3x2 minute rounds on a heavy bag will sort you out, especially if you keep your guard up and keep moving. Don't know where you're at at the moment, but when you learn how to throw a punch make sure you're using handwraps. But just as important - enjoy!


----------



## Headphone Hermit (Jan 8, 2014)

Ingélou said:


> No point in exercising to modern-pounding-beat stuff if you don't like it!


I hate the loud music played in all the gyms near where I live - it really puts me off being there


----------



## mirepoix (Feb 1, 2014)

Varick said:


> <snip> Stretching, yoga, tai chi (although I use it as a warm-down and a re-centering and want total silence at that point), sure.


Both as part of my warm up but also every morning after I shower, I use one of the 'Standard Eight Qigong Set' to open and maintain the health of my shoulders. It's the 'Serving Tea Cups'. There are many video demos of it online, and for anyone who's unaware/interested here's one of them. (it starts at about 00:30)

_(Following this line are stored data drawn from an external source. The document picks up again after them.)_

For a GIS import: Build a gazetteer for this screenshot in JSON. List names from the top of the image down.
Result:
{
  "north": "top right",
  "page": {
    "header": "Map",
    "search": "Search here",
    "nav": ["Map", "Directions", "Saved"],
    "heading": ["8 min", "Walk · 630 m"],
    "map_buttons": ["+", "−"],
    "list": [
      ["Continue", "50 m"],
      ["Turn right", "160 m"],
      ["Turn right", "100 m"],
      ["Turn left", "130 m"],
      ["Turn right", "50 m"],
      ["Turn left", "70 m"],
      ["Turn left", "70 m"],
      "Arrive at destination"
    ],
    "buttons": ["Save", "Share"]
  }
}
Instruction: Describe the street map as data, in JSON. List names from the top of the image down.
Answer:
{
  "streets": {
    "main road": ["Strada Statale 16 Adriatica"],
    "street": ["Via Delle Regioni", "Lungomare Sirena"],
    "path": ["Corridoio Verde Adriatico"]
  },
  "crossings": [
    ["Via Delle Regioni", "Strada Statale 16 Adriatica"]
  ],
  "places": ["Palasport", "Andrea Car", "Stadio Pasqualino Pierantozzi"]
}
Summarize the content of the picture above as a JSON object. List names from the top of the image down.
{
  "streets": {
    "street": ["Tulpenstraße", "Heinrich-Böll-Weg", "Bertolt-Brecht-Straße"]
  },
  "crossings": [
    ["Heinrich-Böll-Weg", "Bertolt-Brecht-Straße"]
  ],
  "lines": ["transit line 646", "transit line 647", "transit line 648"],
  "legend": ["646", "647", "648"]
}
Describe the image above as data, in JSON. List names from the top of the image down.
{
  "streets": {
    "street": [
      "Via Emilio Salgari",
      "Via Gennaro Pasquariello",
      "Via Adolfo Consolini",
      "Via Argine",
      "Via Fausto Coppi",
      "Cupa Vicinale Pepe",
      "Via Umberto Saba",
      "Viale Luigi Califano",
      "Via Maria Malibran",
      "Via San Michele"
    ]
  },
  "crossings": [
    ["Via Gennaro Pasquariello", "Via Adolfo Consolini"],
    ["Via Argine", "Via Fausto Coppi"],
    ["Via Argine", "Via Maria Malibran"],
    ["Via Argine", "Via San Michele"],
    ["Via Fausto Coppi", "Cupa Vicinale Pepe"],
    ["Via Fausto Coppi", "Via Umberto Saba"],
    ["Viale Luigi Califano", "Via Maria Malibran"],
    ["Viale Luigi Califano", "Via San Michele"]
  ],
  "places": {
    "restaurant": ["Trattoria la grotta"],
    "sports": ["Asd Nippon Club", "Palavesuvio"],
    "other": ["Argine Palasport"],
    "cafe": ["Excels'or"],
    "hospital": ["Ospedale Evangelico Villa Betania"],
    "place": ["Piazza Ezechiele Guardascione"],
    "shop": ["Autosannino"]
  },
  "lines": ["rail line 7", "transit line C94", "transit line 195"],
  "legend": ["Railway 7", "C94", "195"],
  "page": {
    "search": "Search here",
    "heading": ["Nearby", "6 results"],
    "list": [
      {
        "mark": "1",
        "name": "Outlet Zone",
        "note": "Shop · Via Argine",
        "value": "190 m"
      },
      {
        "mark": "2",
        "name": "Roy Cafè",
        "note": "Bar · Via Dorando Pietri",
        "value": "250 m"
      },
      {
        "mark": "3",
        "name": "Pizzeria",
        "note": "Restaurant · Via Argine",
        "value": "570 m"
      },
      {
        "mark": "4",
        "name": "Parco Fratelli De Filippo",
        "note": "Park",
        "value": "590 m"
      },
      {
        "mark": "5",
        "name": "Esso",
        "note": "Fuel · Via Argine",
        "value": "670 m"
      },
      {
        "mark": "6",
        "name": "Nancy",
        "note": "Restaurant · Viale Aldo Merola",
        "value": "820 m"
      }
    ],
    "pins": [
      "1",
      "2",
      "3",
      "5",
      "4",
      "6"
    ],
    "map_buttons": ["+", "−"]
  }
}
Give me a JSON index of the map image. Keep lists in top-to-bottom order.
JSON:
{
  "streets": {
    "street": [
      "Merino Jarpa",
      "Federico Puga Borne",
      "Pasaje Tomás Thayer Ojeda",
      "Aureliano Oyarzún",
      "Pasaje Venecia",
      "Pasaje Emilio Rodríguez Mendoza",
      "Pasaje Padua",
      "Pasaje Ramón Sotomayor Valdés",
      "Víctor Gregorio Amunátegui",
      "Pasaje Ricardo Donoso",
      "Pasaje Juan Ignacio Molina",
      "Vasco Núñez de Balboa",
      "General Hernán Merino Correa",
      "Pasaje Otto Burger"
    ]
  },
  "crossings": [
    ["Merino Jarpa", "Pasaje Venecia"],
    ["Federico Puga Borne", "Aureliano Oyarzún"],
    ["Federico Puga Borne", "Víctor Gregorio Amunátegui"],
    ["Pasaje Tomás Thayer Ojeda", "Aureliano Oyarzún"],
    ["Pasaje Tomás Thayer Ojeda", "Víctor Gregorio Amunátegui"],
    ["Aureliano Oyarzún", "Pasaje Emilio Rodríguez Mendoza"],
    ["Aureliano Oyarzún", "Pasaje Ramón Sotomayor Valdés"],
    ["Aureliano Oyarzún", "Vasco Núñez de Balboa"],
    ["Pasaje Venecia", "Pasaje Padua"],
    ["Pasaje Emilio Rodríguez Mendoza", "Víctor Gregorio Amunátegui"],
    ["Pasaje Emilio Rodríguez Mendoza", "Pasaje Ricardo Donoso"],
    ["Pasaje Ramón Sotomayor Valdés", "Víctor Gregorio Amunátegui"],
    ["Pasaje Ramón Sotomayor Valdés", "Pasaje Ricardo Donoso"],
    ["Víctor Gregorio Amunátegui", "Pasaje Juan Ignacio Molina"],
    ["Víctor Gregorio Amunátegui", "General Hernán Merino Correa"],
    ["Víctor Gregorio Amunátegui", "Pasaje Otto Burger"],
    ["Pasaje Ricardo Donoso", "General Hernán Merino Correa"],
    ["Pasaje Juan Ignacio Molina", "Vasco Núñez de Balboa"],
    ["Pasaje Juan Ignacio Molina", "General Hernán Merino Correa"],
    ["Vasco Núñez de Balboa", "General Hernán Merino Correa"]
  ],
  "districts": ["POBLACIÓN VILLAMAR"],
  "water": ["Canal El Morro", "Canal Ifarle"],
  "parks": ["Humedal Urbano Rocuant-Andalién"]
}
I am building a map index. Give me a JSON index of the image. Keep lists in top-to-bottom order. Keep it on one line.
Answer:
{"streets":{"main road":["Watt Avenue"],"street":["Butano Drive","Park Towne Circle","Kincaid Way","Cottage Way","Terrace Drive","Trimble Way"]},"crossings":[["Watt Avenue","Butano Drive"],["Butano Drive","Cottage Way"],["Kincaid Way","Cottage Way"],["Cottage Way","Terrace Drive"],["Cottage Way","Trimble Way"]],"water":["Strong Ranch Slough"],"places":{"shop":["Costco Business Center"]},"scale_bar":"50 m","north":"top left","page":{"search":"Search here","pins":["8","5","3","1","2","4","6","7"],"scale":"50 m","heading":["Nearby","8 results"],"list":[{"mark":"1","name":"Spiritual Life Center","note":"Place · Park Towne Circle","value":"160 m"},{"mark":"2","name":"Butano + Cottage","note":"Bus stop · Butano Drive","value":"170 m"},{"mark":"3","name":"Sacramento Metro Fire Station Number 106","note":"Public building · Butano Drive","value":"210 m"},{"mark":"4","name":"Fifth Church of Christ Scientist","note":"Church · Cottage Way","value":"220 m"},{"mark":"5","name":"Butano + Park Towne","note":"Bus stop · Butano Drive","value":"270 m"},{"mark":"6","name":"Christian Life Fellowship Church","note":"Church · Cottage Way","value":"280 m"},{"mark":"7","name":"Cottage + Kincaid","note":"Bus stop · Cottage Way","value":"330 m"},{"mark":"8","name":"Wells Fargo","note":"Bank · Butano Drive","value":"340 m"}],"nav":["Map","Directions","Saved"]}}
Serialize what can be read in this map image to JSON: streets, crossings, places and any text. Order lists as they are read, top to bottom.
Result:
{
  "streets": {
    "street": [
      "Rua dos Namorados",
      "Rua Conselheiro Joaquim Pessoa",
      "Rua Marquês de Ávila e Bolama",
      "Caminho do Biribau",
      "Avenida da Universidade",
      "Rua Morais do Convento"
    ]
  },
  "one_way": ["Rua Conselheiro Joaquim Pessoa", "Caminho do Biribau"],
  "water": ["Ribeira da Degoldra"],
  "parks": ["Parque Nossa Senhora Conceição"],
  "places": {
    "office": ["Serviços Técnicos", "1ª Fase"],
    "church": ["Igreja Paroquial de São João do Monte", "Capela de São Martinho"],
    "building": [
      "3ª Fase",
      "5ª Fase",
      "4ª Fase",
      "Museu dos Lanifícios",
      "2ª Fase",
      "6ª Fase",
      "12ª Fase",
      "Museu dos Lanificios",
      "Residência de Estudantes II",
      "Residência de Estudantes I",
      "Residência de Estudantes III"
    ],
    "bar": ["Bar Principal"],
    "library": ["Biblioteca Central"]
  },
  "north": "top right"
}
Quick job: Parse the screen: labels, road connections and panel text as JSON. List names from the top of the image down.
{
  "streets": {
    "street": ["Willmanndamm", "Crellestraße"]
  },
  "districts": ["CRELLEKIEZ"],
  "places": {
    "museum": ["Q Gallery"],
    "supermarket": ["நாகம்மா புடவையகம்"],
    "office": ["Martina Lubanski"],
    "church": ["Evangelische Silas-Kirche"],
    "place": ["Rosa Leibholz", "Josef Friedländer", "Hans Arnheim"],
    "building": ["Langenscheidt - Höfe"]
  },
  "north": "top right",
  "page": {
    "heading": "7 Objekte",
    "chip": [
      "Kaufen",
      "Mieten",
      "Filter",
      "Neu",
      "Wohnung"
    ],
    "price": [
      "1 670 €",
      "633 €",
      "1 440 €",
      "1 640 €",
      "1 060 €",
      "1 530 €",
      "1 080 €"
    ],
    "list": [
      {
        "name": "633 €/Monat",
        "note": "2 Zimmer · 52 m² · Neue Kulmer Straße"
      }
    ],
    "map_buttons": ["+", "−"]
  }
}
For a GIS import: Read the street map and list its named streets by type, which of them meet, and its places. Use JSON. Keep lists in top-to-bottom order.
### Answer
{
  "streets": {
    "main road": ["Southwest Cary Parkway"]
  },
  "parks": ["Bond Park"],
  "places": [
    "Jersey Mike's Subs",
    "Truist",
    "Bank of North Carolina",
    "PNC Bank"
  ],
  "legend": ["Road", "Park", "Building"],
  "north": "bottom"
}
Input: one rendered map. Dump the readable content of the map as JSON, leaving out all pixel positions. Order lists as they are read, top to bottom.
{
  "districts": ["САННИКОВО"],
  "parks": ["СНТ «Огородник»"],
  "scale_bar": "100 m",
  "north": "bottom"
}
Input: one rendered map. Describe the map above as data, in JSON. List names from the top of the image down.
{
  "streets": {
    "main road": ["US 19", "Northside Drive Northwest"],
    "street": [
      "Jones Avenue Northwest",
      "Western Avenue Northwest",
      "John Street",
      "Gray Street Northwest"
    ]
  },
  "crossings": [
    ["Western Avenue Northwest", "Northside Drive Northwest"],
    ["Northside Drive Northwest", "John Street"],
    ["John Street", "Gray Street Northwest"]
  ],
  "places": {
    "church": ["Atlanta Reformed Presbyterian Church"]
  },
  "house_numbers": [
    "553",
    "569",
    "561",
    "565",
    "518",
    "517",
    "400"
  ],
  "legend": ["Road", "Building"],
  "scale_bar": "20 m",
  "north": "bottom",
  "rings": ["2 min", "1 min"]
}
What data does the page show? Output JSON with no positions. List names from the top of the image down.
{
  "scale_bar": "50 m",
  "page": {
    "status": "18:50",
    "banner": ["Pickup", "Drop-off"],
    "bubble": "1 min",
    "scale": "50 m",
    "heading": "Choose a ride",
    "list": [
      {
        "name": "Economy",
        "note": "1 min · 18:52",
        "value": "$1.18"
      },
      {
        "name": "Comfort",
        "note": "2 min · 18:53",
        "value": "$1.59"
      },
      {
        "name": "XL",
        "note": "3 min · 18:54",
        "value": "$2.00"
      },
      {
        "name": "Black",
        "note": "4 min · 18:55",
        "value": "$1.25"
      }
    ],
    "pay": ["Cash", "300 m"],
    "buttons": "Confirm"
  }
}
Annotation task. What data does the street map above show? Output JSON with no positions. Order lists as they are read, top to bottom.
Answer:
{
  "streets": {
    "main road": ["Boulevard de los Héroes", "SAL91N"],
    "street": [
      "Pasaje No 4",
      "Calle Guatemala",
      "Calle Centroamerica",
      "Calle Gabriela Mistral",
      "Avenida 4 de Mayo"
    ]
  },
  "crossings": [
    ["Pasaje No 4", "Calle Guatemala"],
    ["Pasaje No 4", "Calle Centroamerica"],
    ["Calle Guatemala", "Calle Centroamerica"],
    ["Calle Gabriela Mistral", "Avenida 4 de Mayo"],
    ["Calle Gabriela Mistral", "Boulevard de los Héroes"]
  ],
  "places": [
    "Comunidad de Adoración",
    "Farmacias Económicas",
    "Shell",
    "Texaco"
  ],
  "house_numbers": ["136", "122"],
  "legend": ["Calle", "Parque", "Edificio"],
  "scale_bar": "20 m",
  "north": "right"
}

I don't buy into the spiritual aspect of it, however I believe it's a good example of how someone can find and take what works from almost anywhere and make it an important and valuable part of their routine.


----------



## brotagonist (Jul 11, 2013)

^    Pardon me, but the image your description evokes!


----------



## kirsten (Oct 16, 2014)

I don't see why not. As long as it works for you and you enjoy it.


----------



## mirepoix (Feb 1, 2014)

Headphone Hermit said:


> I hate the loud music played in all the gyms near where I live - it really puts me off being there











Ear plugs. I usually work out at home or in the park, but if I use a commercial gym I always employ ear plugs. Bonus: wear a hoody and a hat (and perhaps a face like mine? Heh) and 99℅ of people will avoid saying stuff to you like _"you do know that by squatting below parallel you're just *asking* for trouble in later life?"_


----------



## Varick (Apr 30, 2014)

mirepoix said:


> Both as part of my warm up but also every morning after I shower, I use one of the 'Standard Eight Qigong Set' to open and maintain the health of my shoulders. It's the 'Serving Tea Cups'. There are many video demos of it online, and for anyone who's unaware/interested here's one of them. (it starts at about 00:30)
> 
> I don't buy into the spiritual aspect of it, however I believe it's a good example of how someone can find and take what works from almost anywhere and make it an important and valuable part of their routine.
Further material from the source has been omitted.